Copy each line below that contains "serif".
+ + + + + + +
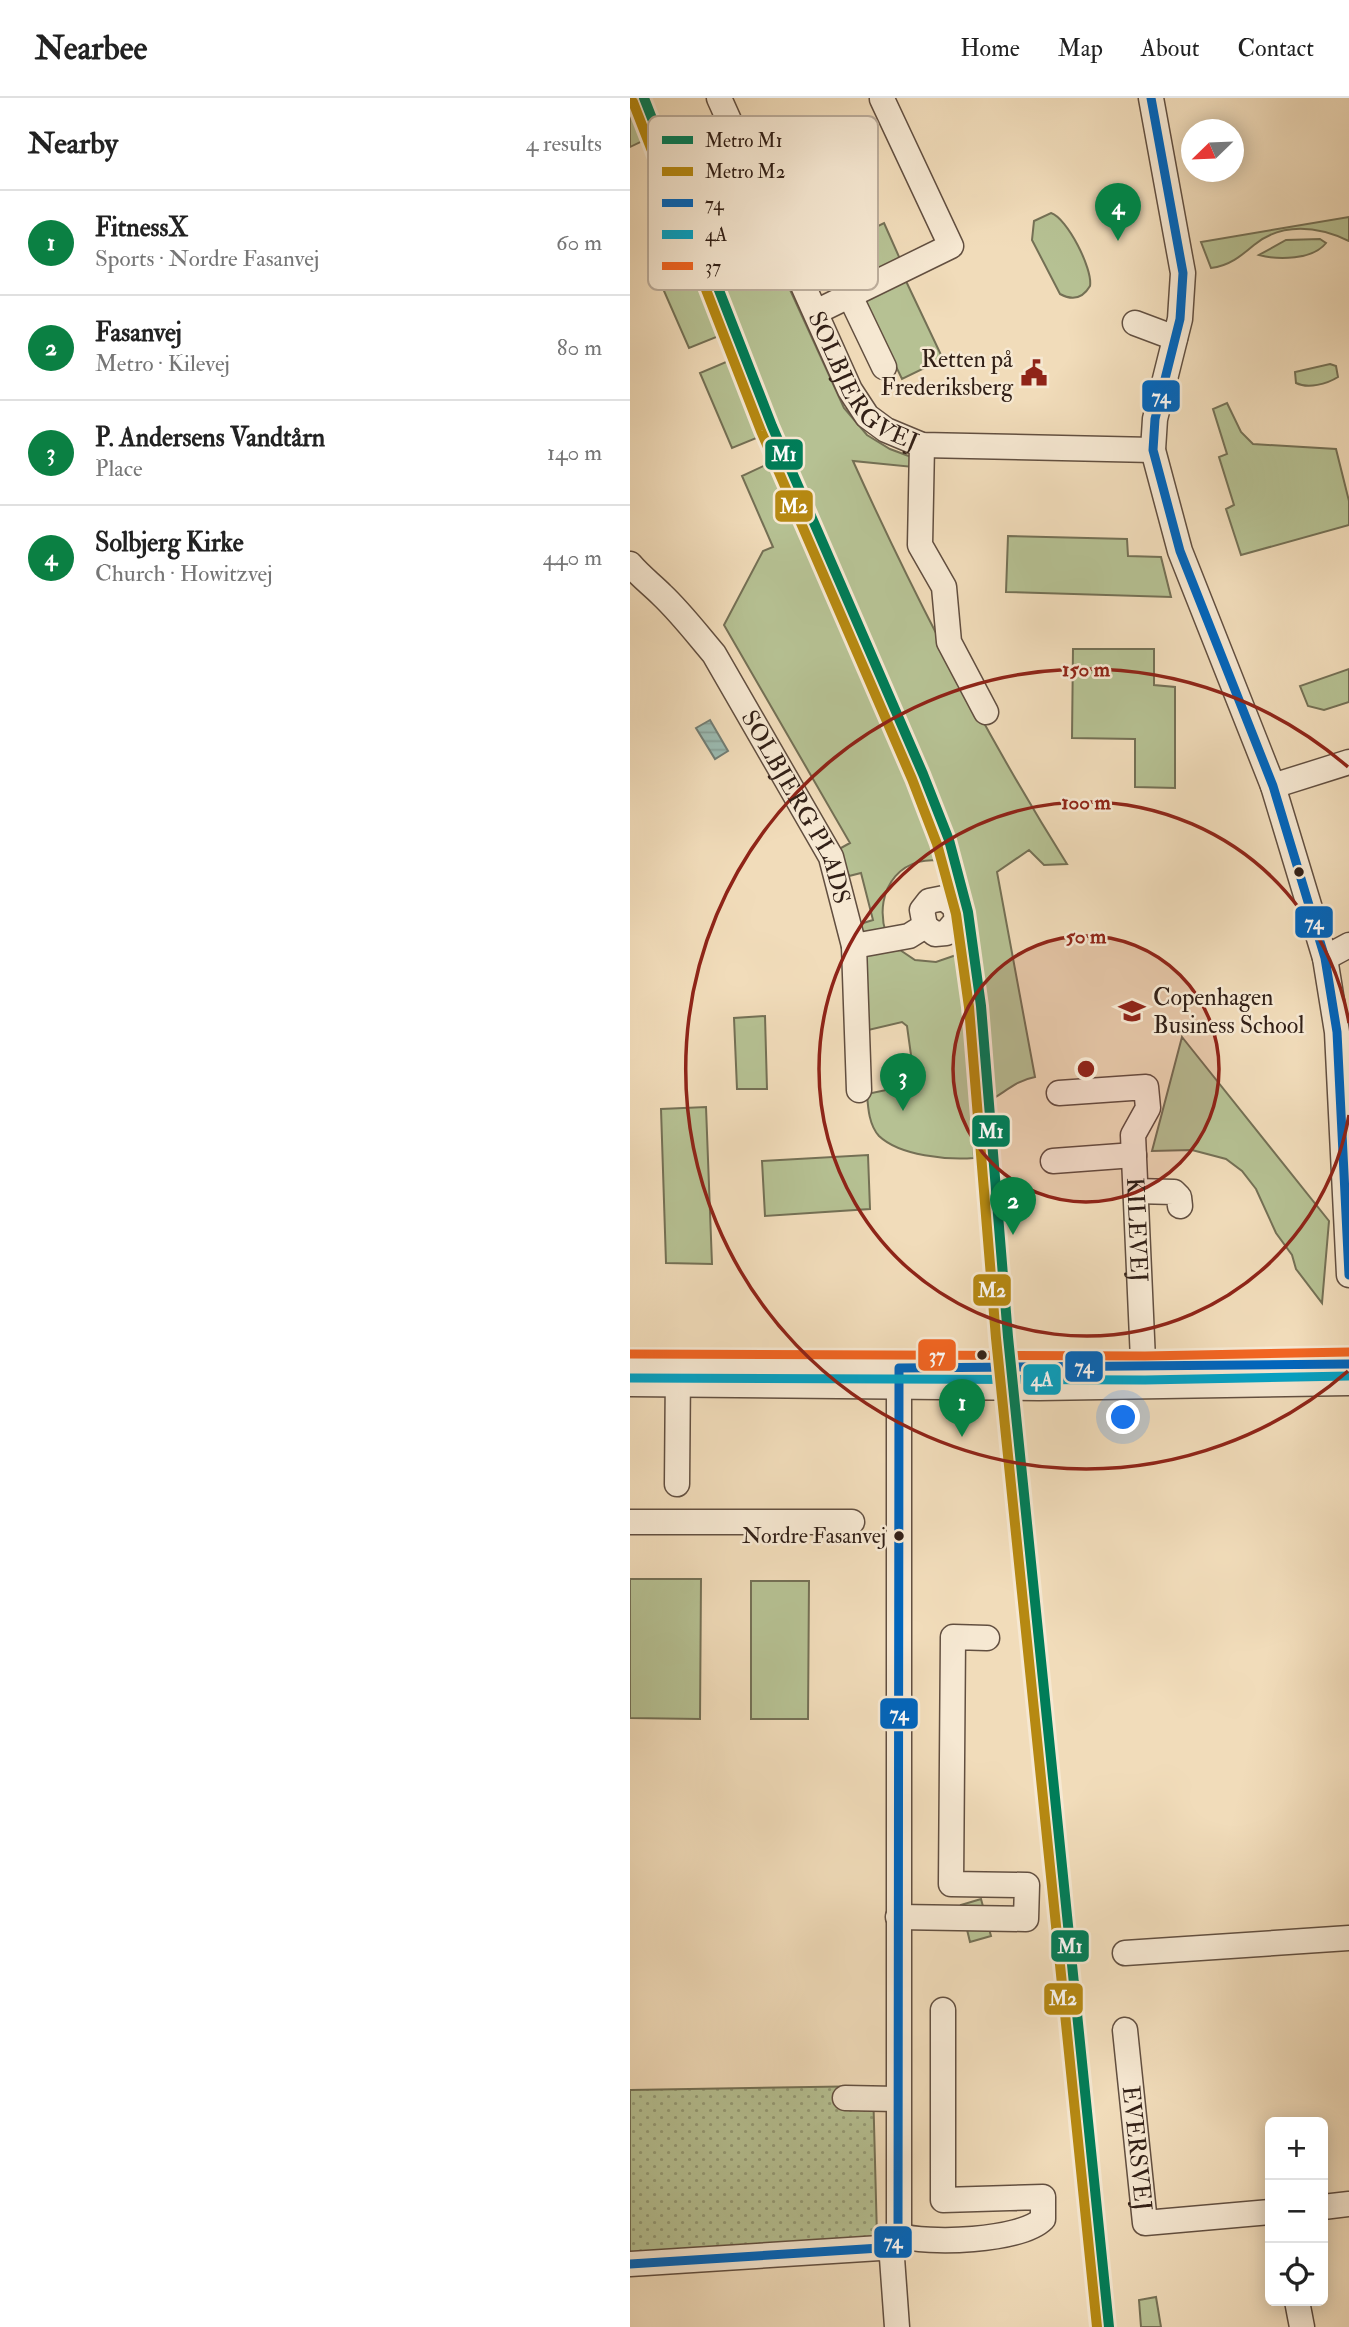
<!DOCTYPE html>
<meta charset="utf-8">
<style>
:root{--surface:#fff;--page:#f2f2f2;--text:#222;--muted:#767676;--line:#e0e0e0;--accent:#0b8043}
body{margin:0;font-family:"IM FELL Double Pica",serif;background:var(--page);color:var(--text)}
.controls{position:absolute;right:21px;bottom:21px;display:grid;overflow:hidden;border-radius:10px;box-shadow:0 4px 18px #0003}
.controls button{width:63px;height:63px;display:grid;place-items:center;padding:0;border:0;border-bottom:2px solid var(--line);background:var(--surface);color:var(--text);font:35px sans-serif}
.compass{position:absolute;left:551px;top:21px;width:63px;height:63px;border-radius:50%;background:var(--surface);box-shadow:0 4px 18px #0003;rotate:247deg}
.you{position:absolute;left:494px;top:1320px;width:24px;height:24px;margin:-18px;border:5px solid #fff;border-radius:50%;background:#1a73e8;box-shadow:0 0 0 10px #1a73e833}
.badge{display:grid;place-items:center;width:46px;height:46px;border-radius:50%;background:var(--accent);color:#fff;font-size:23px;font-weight:700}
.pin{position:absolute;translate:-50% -58px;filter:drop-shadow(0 2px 4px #0008)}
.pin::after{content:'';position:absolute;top:37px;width:24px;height:21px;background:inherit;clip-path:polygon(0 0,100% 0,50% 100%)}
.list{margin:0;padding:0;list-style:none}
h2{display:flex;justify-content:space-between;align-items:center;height:91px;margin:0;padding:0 28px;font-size:30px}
h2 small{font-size:23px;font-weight:400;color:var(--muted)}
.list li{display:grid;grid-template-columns:46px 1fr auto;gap:21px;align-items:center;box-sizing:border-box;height:105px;padding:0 28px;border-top:2px solid var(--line)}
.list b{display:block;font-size:26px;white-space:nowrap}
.list p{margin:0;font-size:23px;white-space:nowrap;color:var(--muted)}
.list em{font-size:23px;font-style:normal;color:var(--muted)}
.icon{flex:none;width:38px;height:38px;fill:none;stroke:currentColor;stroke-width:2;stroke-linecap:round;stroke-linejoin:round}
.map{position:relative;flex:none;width:719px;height:2229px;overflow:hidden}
header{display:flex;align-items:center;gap:42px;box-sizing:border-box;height:98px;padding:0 35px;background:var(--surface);border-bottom:2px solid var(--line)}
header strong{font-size:33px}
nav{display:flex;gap:38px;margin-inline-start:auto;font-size:24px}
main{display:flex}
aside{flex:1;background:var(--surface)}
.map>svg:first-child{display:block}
</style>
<header>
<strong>Nearbee</strong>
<nav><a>Home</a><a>Map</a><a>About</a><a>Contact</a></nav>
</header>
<main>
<aside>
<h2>Nearby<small>4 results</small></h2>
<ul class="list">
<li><span class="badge">1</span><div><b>FitnessX</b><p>Sports · Nordre Fasanvej</p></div><em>60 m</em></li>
<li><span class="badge">2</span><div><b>Fasanvej</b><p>Metro · Kilevej</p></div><em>80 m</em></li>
<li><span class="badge">3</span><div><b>P. Andersens Vandtårn</b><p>Place</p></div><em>140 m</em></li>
<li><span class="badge">4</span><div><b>Solbjerg Kirke</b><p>Church · Howitzvej</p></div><em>440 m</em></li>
</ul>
</aside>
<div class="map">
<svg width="719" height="2229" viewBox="0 0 719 2229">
<defs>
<pattern id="grass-dots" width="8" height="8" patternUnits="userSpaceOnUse" patternTransform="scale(1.75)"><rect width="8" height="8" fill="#b6c193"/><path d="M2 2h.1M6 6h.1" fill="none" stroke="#959c77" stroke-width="1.8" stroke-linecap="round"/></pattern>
<pattern id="water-rules" width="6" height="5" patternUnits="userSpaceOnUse" patternTransform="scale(1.75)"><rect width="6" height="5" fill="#9bbbb2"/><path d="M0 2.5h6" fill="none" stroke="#86a098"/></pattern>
</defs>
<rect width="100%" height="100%" fill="#f1dcba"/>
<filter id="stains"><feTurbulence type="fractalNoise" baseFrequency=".00286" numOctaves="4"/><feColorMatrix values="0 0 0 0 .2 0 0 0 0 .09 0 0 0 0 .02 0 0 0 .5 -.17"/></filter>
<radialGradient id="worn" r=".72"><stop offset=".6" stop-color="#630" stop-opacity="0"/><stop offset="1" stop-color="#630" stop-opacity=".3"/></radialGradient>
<path fill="url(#grass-dots)" stroke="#747055" stroke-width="2" d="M243,1988l4,151 -247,18v-165z"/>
<path fill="#b6c193" stroke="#747055" stroke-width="2" d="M0,0h7l16,38 -23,11z
M421,115c16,5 42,56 39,73 -7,12 -17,15 -30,8l-28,-54 2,-19z
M719,119v24c-31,-15 -67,-19 -95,4 -13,11 -25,21 -43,23l-10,-26z
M254,125l16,36 -60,30 -17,-36z
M130,126l84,184 23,27 23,14 24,9 -1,9 -60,-6c63,139 133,274 214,403l-23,1 -15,-15 -32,22 38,205c-27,5 -37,26 -64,29l3,52c-26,2 -74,-2 -95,-22 -10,-11 -11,-28 -12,-42l48,-10 -8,-58 -5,-4 -38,9 -1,-67 4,-11 33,-3 15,10 21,2 26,-9 10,-8 -21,-82c-48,-14 -79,26 -65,71l-23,-2 -3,-8 13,-4 -12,-47 -12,3 -10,-27 11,-6 -126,-218 39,-74 10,-4 -31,-71 30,-14 -11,-26 -29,12 -32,-75 31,-13 -10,-25 -32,13 -32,-73 31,-14 -2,-6z
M690,141l6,4c-13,17 -48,17 -67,12l27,-15z
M275,181l38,80 -41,20 -38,-79z
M700,266l6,2 2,11c-11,7 -30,12 -42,6l-1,-11z
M597,305l14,29 12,12 83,5 13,52v24l-108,30 -15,-46 8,-4 -15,-48 8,-3 -14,-45z
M378,438l119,3 1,17 33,1 10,40 -165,-5z
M443,551h81v36l21,2v101l-40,-1v-48l-63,-1z
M719,571v33l-25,8 -16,-4 -8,-20z
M135,918l2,73h-30l-3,-71z
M552,939l147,184 -7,82 -26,-34 -4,-14 -16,-22 -20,-44 -14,-18 -16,-12 -34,-9 -40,1z
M76,1009l6,157 -46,-1 -5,-154z
M238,1057l2,54 -105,7 -3,-55z
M0,1481h71l-1,140 -70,-1z
M121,1483h58l-1,138h-57z
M351,1801l10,37 -21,6 -9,-37z
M526,2199l5,30h-20l-2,-27z"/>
<path fill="url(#water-rules)" stroke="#717d74" stroke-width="2" d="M80,622l18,31 -13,8 -19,-31z"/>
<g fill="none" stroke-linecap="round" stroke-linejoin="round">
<g stroke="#624f40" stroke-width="27">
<g id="minor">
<path id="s1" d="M89,0l131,292 17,26 19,14 36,15 231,5"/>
<path d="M521,0l32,175 -3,46 -25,100 -2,31 27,101 93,235 52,172 12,74 12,243"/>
<path d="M220,198l34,71"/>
<path d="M186,214l135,-66 -69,-147"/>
<path d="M505,225l40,15"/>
<path d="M292,347l-2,100 24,42 5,55 37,70"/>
<path id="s2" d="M0,466c10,12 21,20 32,31 19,18 35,39 52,59l117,203 23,89 5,144"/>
<path d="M643,688l76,-24"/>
<path d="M224,848l55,-10 16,-10 10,8 11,-1 11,-13 -2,-13 -11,-9 -15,3 -7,9 3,16"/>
<path d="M695,860l24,-13"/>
<path id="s3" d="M429,995l87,-6 2,21 -15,27 11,248"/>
<path d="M423,1063l81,-6"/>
<path d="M506,1093l38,1 5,5 1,9"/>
<path d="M0,1268l515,2 204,-4"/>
<path d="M0,1286l409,4 310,-5"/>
<path d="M47,1386l1,-115"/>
<path d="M0,1424h222"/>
<path d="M268,1819l128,2 1,-34 -76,-1 2,-247 34,1"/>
<path d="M495,1855l224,-15"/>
<path id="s4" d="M495,1932l20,193 125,-11"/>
<path d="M215,2000l52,1"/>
<path d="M693,2109l26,-3"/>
<path d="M268,2137c29,10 123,6 145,-16v-22l-100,3v-190"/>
<path d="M261,2146l7,-9 1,-9v-858"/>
<path d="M261,2146l6,83"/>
<path d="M0,2166l250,-16 11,-4"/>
<path d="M667,2203l5,26"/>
</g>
</g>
<use href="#minor" stroke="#f6e8d2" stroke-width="24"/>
<g stroke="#f6e8d2" stroke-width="14">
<path id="bus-1" d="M521,0l32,175 -3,46 -25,100 -2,31 27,101 93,235 52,172 12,74 12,243
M0,2166l250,-16 11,-4 7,-9 1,-867 450,-4"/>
</g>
<g stroke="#f6e8d2" stroke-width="14">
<path id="bus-2" d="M0,1280l515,2 204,-4"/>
</g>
<g stroke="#f6e8d2" stroke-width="14">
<path id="bus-3" d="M0,1256l515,2 204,-4"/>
</g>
<use href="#bus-1" stroke="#0065bd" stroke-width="9"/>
<use href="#bus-2" stroke="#02a2c5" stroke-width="9"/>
<use href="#bus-3" stroke="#f26522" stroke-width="9"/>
<g stroke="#f6e8d2" stroke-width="16">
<path id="metro-1" d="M14,0l128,328 151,348 26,66 19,72 13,94 27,331 101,990"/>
</g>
<g stroke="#f6e8d2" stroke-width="16">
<path id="metro-2" d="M3,4l128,329 151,348 25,65 19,70 13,93 27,331 101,989"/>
</g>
<use href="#metro-1" stroke="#007d58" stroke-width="10"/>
<use href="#metro-2" stroke="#b68912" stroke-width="10"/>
</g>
<circle cx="456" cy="971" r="133" fill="#8f2418" fill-opacity=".12"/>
<g fill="none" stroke="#8f2418" stroke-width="3.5">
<circle cx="456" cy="971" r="133"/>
<path d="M719 1017A267 267 0 1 1 719 925"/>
<path d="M718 1273A400 400 0 1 1 718 669"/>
</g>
<defs>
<g id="civic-bare" transform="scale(2.1)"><path d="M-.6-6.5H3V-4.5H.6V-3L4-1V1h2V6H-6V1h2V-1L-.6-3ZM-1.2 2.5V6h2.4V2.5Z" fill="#8f2418" stroke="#f6e8d2" stroke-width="2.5" paint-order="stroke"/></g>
<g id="university-bare" transform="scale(2.1)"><path d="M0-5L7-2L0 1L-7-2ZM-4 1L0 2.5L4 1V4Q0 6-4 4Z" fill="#8f2418" stroke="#f6e8d2" stroke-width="2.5" paint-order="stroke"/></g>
</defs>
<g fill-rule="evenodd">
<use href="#civic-bare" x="404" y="275"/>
<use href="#university-bare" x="502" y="913"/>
</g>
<g fill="#322017" stroke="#f6e8d2" stroke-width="2.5">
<circle cx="669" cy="774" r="6"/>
<circle cx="352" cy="1257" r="6"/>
<circle cx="269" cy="1438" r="6"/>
</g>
<g text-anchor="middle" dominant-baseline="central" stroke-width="5" stroke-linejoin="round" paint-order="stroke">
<g font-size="22" fill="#322017" stroke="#f6e8d2" text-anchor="end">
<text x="256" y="1438">Nordre Fasanvej</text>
</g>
<g font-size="24" fill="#322017" stroke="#f6e8d2" text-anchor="end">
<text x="383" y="261">Retten på<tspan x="383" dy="28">Frederiksberg</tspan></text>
<text x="523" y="899" text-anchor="start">Copenhagen<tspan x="523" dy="28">Business School</tspan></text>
</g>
<g font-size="24" fill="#322017" stroke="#f6e8d2">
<text stroke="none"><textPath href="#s1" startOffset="322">SOLBJERGVEJ</textPath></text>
<text stroke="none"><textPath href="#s2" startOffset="298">SOLBJERG PLADS</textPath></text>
<text stroke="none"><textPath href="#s3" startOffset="234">KILEVEJ</textPath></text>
<text stroke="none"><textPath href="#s4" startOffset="119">EVERSVEJ</textPath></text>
</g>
</g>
<rect x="18" y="18" width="230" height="174" rx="10" fill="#f6e8d2" stroke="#bbac9a" stroke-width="2"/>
<rect x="32" y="38" width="31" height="8" fill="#007d58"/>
<rect x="32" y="69" width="31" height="9" fill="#b68912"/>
<rect x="32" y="101" width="31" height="8" fill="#0065bd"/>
<rect x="32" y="132" width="31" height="9" fill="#02a2c5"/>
<rect x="32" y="164" width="31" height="8" fill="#f26522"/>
<g font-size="19" fill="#322017">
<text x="75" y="49">Metro M1</text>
<text x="75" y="80">Metro M2</text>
<text x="75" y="112">74</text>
<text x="75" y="143">4A</text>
<text x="75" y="175">37</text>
</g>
<circle cx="456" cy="971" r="10" fill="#8f2418" stroke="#f6e8d2" stroke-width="3.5"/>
<g font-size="21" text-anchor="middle" font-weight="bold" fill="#8f2418" stroke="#f6e8d2" stroke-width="5" stroke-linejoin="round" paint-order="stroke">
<text x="456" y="578">150 m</text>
<text x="456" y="711">100 m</text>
<text x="456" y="845">50 m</text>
</g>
<g stroke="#f6e8d2" stroke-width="2.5">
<rect x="511" y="281" width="40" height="34" rx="7" fill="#0065bd"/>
<rect x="134" y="340" width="40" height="33" rx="7" fill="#007d58"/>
<rect x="144" y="391" width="40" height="34" rx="7" fill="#b68912"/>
<rect x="664" y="807" width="40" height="34" rx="7" fill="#0065bd"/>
<rect x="341" y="1016" width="40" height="34" rx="7" fill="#007d58"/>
<rect x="342" y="1175" width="40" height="34" rx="7" fill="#b68912"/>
<rect x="287" y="1240" width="40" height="34" rx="7" fill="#f26522"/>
<rect x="434" y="1252" width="40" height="33" rx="7" fill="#0065bd"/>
<rect x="392" y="1265" width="40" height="33" rx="7" fill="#02a2c5"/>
<rect x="249" y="1599" width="40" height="33" rx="7" fill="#0065bd"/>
<rect x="420" y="1831" width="40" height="34" rx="7" fill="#007d58"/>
<rect x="413" y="1884" width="41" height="34" rx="7" fill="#b68912"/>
<rect x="243" y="2127" width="40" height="34" rx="7" fill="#0065bd"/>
</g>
<g font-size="19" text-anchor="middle" font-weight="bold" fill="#fff">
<text x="531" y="305">74</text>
<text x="154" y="363">M1</text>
<text x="164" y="415">M2</text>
<text x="684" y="831">74</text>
<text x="361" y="1040">M1</text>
<text x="362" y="1199">M2</text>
<text x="307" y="1264">37</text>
<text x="454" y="1275">74</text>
<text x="412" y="1288">4A</text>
<text x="269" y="1622">74</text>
<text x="440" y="1855">M1</text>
<text x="433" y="1907">M2</text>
<text x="263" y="2150">74</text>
</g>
<rect width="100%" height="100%" filter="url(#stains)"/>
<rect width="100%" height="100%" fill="url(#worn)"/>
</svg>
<div class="controls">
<button>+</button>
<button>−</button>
<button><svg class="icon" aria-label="locate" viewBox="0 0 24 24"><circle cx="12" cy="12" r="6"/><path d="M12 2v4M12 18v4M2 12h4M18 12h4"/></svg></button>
</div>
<svg class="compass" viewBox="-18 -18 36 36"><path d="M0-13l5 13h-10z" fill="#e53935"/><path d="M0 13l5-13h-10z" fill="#767676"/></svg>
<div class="you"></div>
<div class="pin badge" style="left:332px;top:1339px">1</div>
<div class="pin badge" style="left:383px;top:1137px">2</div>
<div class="pin badge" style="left:273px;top:1013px">3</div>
<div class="pin badge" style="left:488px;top:143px">4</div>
</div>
</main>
+ + + + + + +
=== SOLUTION TO THIS PROBLEM ===
body{margin:0;font-family:"IM FELL Double Pica",serif;background:var(--page);color:var(--text)}
.controls button{width:63px;height:63px;display:grid;place-items:center;padding:0;border:0;border-bottom:2px solid var(--line);background:var(--surface);color:var(--text);font:35px sans-serif}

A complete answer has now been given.